Ekolu Rodrígez (Beniman)
Land Steward & Cultural Practitioner, Indigenous Just Transition
Founder of Kumu Foundation and Aloha Forest
Ekolu Rodrígez (Beniman) is a Native Hawaiian cultural practitioner, storyteller, and land steward whose work is rooted in love, practice, and deep relationship with the ʻāina; the living land. A visionary leader in ecological restoration and cultural revitalization, Ekolu bridges ancestral knowledge with contemporary strategies to heal both land and people. Guided by kupuna (elders) and traditional knowledge keepers, he learned early that restoring the environment is inseparable from restoring community, spirit, and identity; a truth that shapes the heart of his life’s work.
Ekolu is the founder of Kumu Foundation, an organization dedicated to cultivating cultural and ecological education for Native youth and communities. Through Kumu, he weaves together ancestral wisdom, scientific understanding, and hands-on practice, nurturing a generation of leaders rooted in reciprocity and relationship with the land. His second initiative, Aloha Forest, transforms degraded landscapes into thriving ecosystems, replanting native species, protecting watersheds, and rekindling cultural connections to place. Both projects reflect Ekolu’s belief that when we restore the land, we restore ourselves.
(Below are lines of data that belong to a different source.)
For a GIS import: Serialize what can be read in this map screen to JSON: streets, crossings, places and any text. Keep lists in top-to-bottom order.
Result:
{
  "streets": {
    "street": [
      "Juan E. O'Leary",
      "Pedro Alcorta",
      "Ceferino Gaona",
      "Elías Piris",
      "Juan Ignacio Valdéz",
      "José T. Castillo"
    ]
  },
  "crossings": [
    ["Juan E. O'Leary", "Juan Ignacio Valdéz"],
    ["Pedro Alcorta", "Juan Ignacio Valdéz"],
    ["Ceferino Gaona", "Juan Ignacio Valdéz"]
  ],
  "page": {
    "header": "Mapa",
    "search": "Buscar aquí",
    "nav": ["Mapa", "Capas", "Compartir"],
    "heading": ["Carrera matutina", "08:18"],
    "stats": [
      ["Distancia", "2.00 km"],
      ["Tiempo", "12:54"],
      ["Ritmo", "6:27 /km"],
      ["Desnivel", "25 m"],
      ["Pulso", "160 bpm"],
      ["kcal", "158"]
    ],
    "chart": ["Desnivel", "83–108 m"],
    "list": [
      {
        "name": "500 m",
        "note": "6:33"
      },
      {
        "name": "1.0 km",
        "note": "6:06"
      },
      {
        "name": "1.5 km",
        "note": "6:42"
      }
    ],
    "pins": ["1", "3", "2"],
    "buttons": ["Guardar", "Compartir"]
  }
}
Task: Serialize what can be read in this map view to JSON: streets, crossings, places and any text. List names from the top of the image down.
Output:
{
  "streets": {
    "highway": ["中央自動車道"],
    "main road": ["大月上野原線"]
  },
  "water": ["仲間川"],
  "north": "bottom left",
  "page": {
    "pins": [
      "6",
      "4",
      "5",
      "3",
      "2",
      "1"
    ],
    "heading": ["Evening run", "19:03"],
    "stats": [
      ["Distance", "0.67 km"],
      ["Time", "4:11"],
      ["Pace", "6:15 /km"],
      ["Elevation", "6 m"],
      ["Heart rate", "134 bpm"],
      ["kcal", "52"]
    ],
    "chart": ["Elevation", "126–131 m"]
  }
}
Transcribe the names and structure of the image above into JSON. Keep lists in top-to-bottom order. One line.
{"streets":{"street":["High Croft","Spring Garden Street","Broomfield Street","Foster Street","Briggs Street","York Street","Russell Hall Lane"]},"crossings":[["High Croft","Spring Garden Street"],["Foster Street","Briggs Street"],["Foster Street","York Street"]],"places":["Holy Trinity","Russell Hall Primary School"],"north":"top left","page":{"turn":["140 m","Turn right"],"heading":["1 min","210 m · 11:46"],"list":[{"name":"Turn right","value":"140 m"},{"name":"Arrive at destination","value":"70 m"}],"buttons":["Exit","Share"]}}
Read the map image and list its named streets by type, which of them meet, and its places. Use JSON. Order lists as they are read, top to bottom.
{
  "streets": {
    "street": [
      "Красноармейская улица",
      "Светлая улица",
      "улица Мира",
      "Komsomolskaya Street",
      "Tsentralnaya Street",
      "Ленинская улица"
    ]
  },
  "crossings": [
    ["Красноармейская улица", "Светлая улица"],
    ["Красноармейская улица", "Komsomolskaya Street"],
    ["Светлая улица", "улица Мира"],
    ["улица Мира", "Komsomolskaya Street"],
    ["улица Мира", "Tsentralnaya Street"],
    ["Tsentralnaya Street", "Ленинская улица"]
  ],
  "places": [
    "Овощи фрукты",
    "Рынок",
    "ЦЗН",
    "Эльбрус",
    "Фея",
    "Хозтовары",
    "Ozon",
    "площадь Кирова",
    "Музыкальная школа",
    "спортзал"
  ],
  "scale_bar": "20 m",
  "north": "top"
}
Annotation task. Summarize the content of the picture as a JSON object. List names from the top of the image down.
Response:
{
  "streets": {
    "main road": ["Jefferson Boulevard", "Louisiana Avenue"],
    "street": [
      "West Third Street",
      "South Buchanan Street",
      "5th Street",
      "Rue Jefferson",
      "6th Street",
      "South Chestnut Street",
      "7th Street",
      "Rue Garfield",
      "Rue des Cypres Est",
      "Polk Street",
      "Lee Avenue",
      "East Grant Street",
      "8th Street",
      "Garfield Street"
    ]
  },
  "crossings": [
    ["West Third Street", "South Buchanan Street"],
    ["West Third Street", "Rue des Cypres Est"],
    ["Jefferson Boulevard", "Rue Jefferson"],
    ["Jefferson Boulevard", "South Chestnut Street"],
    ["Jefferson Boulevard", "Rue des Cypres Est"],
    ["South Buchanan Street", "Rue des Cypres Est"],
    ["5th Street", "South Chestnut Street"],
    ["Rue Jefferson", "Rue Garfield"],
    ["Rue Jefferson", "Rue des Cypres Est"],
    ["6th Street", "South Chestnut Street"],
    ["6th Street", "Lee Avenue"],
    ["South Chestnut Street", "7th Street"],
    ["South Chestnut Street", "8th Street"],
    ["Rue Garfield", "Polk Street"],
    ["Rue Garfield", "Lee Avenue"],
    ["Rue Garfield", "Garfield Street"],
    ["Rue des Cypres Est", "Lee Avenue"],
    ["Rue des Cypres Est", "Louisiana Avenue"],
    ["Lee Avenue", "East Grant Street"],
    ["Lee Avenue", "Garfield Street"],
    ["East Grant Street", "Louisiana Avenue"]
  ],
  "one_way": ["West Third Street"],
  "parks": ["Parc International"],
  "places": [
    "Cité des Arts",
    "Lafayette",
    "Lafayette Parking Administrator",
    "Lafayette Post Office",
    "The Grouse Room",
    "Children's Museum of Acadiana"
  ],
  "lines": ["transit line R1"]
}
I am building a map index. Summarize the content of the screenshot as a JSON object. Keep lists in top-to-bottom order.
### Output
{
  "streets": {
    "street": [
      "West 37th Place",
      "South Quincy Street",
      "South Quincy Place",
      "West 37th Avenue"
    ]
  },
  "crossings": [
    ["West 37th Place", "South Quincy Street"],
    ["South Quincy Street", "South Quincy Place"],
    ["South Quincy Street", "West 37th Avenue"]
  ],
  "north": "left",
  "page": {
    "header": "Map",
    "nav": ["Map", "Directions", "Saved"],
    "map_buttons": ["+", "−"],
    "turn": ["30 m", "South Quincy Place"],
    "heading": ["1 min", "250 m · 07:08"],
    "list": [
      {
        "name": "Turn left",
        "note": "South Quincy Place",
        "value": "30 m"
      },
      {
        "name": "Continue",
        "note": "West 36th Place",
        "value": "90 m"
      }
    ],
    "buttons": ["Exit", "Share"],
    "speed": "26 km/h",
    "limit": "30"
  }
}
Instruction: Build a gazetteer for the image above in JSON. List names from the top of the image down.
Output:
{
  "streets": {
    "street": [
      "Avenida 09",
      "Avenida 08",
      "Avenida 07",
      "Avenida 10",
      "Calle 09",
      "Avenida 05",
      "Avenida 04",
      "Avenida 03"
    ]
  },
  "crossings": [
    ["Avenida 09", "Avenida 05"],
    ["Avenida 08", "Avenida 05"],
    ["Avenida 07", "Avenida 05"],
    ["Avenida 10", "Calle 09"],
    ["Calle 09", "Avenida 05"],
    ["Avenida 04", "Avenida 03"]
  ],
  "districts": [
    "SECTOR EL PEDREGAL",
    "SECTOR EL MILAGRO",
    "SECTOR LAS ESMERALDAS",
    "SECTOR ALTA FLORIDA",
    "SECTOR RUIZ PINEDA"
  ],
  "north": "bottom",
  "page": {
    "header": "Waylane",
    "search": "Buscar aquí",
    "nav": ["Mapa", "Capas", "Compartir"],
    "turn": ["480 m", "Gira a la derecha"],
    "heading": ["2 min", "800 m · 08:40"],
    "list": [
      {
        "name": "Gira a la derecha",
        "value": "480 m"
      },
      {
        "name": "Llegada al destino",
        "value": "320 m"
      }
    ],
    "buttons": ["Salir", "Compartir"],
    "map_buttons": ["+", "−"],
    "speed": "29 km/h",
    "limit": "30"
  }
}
His leadership is defined by humility, service, and deep aloha. Moving fluidly between ceremony and strategy, planting and policy, Ekolu centers the voices and knowledge of local communities in all he does. His work has inspired partnerships across Hawaiʻi and the Pacific, uniting traditional practitioners, scientists, and changemakers in a shared vision of regeneration and balance.
For Ekolu, the forest is more than a landscape, it is a teacher. “When we return to the forest,” he says, “we remember who we are.” Through his work with Indigenous Just Transition, Ekolu carries forward this teaching, creating pathways for communities to reconnect with land, heal what has been disrupted, and build a future grounded in reciprocity and belonging.